* _RECORDS SHOWN_:
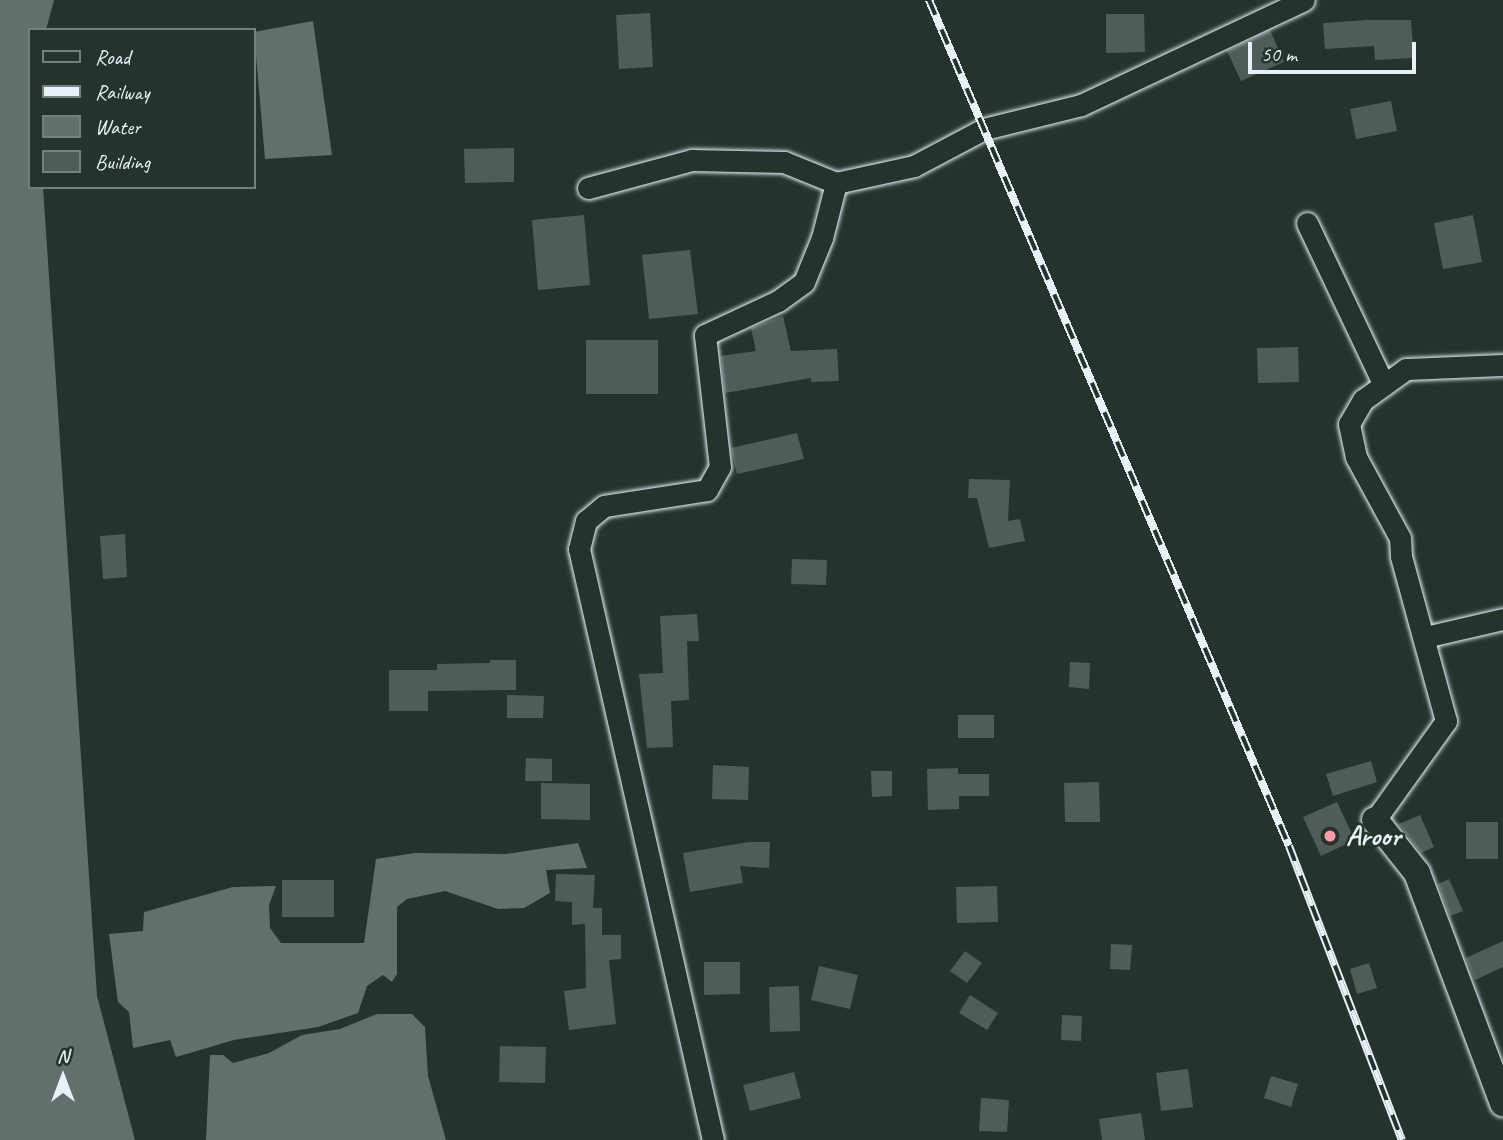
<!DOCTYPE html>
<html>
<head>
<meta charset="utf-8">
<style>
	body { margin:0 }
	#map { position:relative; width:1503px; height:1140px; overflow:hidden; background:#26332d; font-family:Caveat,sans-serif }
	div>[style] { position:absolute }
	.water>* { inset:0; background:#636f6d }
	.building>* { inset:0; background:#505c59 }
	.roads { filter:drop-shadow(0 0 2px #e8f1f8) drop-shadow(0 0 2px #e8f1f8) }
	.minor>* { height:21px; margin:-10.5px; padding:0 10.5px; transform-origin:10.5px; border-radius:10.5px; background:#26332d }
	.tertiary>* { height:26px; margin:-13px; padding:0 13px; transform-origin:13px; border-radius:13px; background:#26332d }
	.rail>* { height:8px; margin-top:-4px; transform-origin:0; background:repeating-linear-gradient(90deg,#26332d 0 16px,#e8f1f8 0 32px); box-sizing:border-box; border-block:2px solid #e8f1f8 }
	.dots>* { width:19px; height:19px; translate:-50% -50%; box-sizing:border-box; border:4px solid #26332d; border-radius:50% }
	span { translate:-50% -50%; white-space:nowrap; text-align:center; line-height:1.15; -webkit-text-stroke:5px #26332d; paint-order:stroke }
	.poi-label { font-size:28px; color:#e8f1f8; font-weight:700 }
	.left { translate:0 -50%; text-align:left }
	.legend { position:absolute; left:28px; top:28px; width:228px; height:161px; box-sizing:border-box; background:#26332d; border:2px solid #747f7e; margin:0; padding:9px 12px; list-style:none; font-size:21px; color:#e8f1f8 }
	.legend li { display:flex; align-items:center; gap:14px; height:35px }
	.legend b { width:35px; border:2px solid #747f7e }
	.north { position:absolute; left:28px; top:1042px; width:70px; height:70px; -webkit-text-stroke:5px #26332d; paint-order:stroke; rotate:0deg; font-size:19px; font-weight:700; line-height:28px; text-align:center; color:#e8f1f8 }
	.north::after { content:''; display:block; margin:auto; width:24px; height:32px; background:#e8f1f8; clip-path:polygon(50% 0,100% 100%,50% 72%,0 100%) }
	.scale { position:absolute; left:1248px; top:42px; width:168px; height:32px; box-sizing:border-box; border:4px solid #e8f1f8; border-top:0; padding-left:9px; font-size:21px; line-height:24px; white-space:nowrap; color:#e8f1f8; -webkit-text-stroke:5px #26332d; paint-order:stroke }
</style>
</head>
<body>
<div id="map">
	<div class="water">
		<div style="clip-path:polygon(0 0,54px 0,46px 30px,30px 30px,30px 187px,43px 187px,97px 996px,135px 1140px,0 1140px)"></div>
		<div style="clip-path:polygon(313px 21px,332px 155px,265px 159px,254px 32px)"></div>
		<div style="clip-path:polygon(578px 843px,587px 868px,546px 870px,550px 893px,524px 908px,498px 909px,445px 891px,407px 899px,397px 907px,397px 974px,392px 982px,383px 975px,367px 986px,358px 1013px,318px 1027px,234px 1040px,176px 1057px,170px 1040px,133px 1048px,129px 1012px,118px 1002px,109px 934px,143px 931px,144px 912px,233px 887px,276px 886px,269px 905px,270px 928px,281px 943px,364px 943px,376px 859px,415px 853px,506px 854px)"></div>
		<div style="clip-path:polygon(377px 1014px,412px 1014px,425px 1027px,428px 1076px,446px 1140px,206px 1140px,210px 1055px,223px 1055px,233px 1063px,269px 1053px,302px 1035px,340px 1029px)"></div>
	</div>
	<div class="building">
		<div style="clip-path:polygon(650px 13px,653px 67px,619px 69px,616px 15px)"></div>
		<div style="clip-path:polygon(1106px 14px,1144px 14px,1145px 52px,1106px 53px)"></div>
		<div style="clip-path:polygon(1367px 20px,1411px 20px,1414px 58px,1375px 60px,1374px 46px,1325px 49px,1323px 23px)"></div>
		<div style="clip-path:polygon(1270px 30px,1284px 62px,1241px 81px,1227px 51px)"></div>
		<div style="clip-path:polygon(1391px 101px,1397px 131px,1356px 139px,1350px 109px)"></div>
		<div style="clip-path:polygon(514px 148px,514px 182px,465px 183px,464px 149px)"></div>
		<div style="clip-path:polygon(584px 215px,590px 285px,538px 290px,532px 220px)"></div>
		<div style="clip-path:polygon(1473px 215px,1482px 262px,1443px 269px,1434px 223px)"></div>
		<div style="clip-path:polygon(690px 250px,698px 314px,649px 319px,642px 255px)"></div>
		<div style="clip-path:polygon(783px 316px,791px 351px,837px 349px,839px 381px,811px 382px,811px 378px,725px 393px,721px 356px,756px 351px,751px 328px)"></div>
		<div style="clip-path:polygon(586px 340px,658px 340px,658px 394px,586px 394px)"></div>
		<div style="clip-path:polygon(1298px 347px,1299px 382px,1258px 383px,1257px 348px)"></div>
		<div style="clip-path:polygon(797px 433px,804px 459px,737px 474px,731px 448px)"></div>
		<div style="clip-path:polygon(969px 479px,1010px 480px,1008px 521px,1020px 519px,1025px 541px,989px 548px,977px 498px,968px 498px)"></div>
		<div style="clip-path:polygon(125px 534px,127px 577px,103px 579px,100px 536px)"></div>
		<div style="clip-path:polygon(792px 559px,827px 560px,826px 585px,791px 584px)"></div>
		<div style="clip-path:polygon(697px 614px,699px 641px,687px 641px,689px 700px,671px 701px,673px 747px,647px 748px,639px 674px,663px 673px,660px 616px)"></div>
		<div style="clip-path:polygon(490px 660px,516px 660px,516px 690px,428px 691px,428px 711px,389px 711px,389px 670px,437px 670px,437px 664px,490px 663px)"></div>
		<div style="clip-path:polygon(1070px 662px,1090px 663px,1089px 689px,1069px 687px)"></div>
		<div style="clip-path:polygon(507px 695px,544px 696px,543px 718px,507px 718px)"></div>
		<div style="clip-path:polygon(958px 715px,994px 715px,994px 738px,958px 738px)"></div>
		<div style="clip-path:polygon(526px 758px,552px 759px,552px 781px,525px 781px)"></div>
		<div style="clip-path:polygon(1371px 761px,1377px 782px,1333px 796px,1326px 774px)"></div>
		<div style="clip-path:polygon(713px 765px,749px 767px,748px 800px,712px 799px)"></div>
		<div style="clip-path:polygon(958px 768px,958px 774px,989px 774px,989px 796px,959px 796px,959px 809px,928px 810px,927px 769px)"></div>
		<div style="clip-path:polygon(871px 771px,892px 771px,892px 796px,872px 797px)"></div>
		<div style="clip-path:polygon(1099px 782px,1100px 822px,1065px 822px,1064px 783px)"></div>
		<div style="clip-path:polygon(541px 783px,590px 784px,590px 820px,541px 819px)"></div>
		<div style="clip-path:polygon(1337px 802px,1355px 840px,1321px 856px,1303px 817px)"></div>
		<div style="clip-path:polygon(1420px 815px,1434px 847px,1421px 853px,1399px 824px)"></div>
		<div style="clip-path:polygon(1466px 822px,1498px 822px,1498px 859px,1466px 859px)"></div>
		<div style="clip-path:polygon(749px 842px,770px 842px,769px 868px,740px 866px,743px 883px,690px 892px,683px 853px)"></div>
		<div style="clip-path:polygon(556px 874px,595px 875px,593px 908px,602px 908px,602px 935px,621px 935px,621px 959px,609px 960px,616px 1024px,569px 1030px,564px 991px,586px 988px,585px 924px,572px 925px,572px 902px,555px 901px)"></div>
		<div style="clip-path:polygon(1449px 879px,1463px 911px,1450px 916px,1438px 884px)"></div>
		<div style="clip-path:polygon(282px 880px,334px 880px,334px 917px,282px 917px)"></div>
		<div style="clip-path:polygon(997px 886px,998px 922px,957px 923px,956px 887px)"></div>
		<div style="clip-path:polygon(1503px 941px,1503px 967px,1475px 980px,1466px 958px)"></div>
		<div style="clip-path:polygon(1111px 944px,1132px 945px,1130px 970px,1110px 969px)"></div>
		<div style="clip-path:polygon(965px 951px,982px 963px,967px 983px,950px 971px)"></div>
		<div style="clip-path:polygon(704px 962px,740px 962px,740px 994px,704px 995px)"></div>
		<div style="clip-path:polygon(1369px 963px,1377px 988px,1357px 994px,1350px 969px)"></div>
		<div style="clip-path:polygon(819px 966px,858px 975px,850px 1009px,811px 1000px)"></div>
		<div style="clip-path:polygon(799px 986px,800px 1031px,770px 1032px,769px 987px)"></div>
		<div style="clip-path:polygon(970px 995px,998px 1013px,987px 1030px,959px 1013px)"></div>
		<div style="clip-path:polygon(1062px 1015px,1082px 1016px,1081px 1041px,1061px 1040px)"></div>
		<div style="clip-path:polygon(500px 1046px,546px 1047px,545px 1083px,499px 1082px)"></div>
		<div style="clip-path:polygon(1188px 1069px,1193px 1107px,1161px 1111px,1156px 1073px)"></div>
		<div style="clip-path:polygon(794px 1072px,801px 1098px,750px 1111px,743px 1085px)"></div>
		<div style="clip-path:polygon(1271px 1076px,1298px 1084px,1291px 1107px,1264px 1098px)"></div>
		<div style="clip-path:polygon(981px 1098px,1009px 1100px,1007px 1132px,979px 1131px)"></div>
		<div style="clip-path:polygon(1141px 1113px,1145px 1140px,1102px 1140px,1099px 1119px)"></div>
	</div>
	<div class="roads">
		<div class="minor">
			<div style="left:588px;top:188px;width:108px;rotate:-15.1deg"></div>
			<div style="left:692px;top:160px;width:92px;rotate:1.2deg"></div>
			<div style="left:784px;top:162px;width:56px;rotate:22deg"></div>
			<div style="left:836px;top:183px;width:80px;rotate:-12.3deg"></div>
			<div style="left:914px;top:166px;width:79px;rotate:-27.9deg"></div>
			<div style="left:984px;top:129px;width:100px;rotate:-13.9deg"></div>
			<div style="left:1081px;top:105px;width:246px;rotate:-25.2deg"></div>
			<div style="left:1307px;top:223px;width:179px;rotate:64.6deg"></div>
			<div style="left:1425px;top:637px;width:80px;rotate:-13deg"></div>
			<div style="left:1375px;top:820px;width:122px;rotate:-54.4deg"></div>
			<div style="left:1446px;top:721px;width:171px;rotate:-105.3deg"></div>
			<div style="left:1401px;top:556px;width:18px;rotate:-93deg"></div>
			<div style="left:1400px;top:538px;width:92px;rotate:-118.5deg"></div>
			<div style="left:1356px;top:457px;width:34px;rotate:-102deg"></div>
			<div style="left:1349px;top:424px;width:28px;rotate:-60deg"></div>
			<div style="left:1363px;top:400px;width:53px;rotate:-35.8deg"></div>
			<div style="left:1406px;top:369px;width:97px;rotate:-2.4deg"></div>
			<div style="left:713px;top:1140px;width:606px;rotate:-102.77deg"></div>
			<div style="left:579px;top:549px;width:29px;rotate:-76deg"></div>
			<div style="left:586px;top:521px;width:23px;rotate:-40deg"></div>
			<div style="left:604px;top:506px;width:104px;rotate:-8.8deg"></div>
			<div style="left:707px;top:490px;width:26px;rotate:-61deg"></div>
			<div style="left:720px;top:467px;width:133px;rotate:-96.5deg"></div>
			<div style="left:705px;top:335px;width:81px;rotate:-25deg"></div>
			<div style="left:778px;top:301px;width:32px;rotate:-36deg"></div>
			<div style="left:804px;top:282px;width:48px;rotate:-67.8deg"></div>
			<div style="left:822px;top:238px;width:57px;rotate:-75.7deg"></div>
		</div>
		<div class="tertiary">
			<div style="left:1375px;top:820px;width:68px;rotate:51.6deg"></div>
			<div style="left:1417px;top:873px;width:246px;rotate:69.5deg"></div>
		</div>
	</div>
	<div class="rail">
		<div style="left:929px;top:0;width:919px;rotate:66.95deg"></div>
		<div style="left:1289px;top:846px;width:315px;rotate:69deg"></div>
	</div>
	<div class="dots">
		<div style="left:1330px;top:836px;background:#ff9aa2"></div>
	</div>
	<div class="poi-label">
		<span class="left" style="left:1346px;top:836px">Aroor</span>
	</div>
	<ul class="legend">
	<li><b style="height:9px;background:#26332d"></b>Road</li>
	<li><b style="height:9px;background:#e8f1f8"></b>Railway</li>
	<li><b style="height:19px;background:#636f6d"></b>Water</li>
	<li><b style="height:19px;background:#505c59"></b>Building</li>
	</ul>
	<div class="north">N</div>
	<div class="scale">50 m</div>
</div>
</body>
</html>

* _YOUR OBJECTIVE_: Report how many lines of the records above contain the word "label", giving only the number.

* _SOLUTION FOR THIS TASK_: 2